● Task goal:
Up to and including the line holding "filter:drop-shadow(0 0 1px", write out the data exactly from its first line, but not the pictures.

Dataset entries:
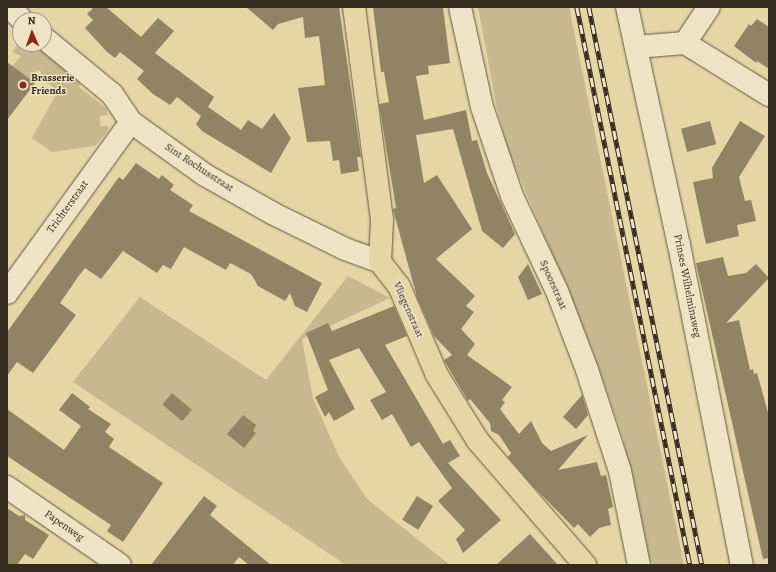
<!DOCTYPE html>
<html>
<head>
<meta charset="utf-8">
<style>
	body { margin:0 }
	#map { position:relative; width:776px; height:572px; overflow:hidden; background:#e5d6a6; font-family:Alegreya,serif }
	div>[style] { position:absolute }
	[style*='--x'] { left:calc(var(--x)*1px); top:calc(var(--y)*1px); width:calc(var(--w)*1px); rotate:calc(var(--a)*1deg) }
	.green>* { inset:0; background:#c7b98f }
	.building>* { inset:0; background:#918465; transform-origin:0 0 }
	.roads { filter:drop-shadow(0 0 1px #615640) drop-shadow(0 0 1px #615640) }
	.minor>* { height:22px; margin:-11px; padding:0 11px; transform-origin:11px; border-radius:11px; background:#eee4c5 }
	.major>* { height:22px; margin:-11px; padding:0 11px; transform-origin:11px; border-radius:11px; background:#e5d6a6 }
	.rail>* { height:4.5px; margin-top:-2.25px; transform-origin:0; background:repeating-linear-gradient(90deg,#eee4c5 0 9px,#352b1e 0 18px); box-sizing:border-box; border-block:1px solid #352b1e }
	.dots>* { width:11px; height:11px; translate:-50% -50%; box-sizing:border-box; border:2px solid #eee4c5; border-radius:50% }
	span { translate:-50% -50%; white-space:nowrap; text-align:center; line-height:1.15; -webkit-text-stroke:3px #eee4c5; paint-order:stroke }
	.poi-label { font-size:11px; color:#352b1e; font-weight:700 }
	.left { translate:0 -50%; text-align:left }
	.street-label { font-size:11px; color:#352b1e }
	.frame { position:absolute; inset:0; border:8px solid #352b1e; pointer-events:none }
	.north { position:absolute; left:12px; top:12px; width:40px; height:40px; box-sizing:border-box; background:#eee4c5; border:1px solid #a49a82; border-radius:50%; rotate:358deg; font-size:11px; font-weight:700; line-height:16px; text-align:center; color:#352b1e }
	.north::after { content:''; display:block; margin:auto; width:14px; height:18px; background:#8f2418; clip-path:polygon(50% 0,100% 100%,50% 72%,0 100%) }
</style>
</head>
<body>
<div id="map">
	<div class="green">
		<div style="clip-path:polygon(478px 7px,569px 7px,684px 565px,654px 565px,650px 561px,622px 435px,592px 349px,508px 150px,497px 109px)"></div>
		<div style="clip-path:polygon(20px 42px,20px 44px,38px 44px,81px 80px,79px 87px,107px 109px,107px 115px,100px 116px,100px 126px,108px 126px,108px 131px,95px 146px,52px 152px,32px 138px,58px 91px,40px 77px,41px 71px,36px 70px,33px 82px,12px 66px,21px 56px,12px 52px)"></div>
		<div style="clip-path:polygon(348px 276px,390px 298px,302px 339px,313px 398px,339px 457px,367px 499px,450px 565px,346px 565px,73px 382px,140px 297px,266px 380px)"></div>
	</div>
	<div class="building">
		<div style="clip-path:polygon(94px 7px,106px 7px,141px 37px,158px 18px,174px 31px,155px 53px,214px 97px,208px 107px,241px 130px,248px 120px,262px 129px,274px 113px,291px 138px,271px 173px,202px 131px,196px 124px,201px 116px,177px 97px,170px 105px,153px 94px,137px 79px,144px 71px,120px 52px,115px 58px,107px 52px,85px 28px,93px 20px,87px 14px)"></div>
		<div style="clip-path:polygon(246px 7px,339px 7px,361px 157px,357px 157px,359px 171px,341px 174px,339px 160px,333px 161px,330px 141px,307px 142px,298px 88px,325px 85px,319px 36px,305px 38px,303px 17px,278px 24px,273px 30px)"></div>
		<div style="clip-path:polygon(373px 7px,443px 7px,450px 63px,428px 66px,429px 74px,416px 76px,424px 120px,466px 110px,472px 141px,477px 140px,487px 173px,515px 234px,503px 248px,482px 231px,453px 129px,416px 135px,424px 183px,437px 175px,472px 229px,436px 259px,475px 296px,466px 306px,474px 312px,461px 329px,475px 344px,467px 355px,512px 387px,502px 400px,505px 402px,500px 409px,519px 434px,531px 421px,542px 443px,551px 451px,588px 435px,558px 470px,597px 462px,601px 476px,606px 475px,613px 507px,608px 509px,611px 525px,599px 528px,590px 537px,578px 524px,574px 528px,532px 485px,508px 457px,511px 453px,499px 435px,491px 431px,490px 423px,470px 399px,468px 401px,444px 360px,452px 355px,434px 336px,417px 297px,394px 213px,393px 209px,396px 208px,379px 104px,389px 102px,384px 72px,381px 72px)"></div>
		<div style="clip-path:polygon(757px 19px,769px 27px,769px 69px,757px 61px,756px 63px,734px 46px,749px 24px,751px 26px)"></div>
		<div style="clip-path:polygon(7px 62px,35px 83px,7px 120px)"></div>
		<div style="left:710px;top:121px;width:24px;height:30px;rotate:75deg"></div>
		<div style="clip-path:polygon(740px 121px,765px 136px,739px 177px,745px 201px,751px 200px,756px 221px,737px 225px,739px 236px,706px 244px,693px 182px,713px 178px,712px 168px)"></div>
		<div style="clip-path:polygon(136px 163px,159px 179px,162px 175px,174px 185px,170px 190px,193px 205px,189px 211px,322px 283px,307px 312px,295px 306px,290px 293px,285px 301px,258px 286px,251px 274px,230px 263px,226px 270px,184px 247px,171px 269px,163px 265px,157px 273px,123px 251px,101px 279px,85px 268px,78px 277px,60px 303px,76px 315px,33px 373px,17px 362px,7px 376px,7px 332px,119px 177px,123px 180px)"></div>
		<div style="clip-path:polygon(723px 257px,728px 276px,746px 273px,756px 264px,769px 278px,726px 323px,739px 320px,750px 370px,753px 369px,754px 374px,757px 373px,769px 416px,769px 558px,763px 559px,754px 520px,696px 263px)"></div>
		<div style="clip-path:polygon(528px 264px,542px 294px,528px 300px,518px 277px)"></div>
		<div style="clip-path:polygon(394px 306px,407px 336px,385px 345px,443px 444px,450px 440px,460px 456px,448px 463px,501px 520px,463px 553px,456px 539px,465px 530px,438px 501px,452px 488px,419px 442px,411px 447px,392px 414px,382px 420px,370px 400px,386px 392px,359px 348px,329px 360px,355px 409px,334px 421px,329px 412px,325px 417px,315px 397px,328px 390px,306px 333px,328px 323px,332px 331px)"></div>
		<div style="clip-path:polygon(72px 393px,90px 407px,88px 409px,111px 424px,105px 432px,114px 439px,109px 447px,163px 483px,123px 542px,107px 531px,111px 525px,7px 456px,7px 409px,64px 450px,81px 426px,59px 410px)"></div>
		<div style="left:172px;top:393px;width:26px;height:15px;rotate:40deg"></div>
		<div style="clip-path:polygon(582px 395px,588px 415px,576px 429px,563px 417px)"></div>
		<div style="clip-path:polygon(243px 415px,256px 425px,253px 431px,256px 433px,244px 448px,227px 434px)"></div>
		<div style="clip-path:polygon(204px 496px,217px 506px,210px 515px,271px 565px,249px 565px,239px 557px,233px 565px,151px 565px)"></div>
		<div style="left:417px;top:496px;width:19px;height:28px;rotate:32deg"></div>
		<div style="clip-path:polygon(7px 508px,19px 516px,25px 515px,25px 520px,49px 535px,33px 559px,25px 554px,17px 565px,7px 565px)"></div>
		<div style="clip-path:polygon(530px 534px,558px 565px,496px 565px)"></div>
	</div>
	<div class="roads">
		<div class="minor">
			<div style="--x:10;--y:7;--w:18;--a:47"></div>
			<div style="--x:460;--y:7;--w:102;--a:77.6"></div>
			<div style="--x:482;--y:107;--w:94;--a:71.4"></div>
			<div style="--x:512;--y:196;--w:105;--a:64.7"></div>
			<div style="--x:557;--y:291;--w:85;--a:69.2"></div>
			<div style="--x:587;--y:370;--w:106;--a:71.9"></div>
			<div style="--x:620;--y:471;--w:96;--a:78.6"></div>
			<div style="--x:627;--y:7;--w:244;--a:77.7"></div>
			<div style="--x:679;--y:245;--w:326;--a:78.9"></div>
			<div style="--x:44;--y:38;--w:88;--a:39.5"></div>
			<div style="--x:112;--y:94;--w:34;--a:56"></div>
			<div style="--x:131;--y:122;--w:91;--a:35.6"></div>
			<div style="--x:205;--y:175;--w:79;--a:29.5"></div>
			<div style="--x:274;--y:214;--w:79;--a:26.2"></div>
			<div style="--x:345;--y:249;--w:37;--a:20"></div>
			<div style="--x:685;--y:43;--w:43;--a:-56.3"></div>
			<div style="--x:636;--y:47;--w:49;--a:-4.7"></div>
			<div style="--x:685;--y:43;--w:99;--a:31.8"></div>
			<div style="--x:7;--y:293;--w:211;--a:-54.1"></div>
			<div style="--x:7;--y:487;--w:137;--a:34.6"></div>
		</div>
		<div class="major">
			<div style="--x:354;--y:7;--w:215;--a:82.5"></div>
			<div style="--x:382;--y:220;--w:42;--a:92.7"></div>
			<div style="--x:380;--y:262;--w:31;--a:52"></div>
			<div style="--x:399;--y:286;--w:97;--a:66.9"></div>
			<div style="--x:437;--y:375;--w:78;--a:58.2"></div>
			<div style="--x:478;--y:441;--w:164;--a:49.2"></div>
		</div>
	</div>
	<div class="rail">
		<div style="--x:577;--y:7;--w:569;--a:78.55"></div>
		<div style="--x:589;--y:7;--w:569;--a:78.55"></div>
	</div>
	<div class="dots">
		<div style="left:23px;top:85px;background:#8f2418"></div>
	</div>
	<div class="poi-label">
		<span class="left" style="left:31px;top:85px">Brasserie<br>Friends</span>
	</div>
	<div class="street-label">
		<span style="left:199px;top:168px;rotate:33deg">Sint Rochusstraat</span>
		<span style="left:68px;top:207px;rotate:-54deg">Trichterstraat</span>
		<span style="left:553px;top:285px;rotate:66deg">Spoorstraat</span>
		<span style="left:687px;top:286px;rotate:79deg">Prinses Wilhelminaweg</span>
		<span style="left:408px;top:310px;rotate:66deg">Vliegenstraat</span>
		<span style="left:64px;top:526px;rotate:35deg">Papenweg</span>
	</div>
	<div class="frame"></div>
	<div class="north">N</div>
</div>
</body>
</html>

● Response to this exercise:
<!DOCTYPE html>
<html>
<head>
<meta charset="utf-8">
<style>
	body { margin:0 }
	#map { position:relative; width:776px; height:572px; overflow:hidden; background:#e5d6a6; font-family:Alegreya,serif }
	div>[style] { position:absolute }
	[style*='--x'] { left:calc(var(--x)*1px); top:calc(var(--y)*1px); width:calc(var(--w)*1px); rotate:calc(var(--a)*1deg) }
	.green>* { inset:0; background:#c7b98f }
	.building>* { inset:0; background:#918465; transform-origin:0 0 }
	.roads { filter:drop-shadow(0 0 1px #615640) drop-shadow(0 0 1px #615640) }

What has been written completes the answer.